Try it: Take the line holding "Summarize the content of the" as the first line of the answer and the last line of the listing as its end; retype everything between exactly.
○ ○ ○ ○ ○ ○ ○
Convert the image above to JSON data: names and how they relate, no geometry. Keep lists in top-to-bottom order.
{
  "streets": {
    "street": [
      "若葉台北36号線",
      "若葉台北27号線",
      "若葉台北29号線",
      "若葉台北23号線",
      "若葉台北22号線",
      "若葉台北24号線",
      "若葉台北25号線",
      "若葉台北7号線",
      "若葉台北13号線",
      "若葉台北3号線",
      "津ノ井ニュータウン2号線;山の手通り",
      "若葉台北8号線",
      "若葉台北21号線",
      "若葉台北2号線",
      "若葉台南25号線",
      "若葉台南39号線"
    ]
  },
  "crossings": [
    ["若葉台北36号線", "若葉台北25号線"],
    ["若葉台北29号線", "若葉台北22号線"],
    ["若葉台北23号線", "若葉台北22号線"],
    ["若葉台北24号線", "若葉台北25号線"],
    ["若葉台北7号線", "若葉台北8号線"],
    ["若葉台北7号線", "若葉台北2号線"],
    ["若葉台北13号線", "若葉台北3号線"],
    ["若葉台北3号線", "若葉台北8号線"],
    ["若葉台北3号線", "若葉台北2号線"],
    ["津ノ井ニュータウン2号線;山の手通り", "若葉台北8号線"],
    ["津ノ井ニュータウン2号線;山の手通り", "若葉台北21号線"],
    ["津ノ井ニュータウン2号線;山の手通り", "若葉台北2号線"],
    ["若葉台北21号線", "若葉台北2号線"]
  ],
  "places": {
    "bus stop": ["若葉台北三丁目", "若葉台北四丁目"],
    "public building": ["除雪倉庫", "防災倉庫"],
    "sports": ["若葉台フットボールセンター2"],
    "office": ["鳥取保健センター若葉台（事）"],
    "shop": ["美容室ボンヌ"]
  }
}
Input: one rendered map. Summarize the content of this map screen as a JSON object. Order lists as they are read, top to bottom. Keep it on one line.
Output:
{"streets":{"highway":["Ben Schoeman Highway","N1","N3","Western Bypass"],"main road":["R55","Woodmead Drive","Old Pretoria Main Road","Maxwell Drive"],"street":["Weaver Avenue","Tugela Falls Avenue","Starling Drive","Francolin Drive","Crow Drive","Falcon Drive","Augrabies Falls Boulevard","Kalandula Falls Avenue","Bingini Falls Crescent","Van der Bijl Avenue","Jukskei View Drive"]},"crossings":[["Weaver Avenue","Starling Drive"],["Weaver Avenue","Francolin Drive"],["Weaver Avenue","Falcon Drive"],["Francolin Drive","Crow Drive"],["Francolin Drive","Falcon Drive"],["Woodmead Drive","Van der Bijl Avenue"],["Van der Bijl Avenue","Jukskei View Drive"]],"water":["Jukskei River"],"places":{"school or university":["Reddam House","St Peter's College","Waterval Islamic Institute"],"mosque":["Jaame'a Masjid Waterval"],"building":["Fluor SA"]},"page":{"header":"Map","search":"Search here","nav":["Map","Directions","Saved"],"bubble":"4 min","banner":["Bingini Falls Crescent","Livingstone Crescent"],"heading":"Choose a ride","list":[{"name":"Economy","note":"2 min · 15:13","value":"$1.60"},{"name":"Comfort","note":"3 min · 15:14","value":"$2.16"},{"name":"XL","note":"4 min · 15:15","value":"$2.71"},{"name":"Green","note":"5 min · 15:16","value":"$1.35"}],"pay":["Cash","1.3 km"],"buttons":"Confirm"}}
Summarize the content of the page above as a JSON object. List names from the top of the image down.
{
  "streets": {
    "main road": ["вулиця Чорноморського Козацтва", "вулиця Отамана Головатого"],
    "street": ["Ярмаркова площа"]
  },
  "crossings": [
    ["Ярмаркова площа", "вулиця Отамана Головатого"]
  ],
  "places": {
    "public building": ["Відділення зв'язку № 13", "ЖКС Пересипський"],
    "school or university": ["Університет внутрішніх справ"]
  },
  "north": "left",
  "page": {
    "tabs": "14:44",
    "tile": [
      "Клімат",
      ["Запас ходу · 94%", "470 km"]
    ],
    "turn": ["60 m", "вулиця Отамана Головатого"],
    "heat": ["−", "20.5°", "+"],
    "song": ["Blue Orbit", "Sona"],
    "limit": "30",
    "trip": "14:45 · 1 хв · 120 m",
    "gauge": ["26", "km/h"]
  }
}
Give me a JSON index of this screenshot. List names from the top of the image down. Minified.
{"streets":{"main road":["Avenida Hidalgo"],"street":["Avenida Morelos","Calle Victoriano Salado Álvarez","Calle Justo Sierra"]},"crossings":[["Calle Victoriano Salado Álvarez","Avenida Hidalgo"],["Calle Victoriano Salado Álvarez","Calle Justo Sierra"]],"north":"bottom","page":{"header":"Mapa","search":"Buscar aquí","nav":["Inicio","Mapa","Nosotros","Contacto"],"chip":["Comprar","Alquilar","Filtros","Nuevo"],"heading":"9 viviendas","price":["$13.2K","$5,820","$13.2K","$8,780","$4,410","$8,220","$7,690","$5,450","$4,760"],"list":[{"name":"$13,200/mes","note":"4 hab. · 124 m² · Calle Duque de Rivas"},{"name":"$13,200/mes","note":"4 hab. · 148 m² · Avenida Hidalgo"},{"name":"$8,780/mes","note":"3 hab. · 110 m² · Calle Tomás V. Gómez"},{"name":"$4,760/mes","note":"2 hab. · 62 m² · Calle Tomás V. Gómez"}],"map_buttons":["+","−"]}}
○ ○ ○ ○ ○ ○ ○
Your response:
Summarize the content of the page above as a JSON object. List names from the top of the image down.
{
  "streets": {
    "main road": ["вулиця Чорноморського Козацтва", "вулиця Отамана Головатого"],
    "street": ["Ярмаркова площа"]
  },
  "crossings": [
    ["Ярмаркова площа", "вулиця Отамана Головатого"]
  ],
  "places": {
    "public building": ["Відділення зв'язку № 13", "ЖКС Пересипський"],
    "school or university": ["Університет внутрішніх справ"]
  },
  "north": "left",
  "page": {
    "tabs": "14:44",
    "tile": [
      "Клімат",
      ["Запас ходу · 94%", "470 km"]
    ],
    "turn": ["60 m", "вулиця Отамана Головатого"],
    "heat": ["−", "20.5°", "+"],
    "song": ["Blue Orbit", "Sona"],
    "limit": "30",
    "trip": "14:45 · 1 хв · 120 m",
    "gauge": ["26", "km/h"]
  }
}
Give me a JSON index of this screenshot. List names from the top of the image down. Minified.
{"streets":{"main road":["Avenida Hidalgo"],"street":["Avenida Morelos","Calle Victoriano Salado Álvarez","Calle Justo Sierra"]},"crossings":[["Calle Victoriano Salado Álvarez","Avenida Hidalgo"],["Calle Victoriano Salado Álvarez","Calle Justo Sierra"]],"north":"bottom","page":{"header":"Mapa","search":"Buscar aquí","nav":["Inicio","Mapa","Nosotros","Contacto"],"chip":["Comprar","Alquilar","Filtros","Nuevo"],"heading":"9 viviendas","price":["$13.2K","$5,820","$13.2K","$8,780","$4,410","$8,220","$7,690","$5,450","$4,760"],"list":[{"name":"$13,200/mes","note":"4 hab. · 124 m² · Calle Duque de Rivas"},{"name":"$13,200/mes","note":"4 hab. · 148 m² · Avenida Hidalgo"},{"name":"$8,780/mes","note":"3 hab. · 110 m² · Calle Tomás V. Gómez"},{"name":"$4,760/mes","note":"2 hab. · 62 m² · Calle Tomás V. Gómez"}],"map_buttons":["+","−"]}}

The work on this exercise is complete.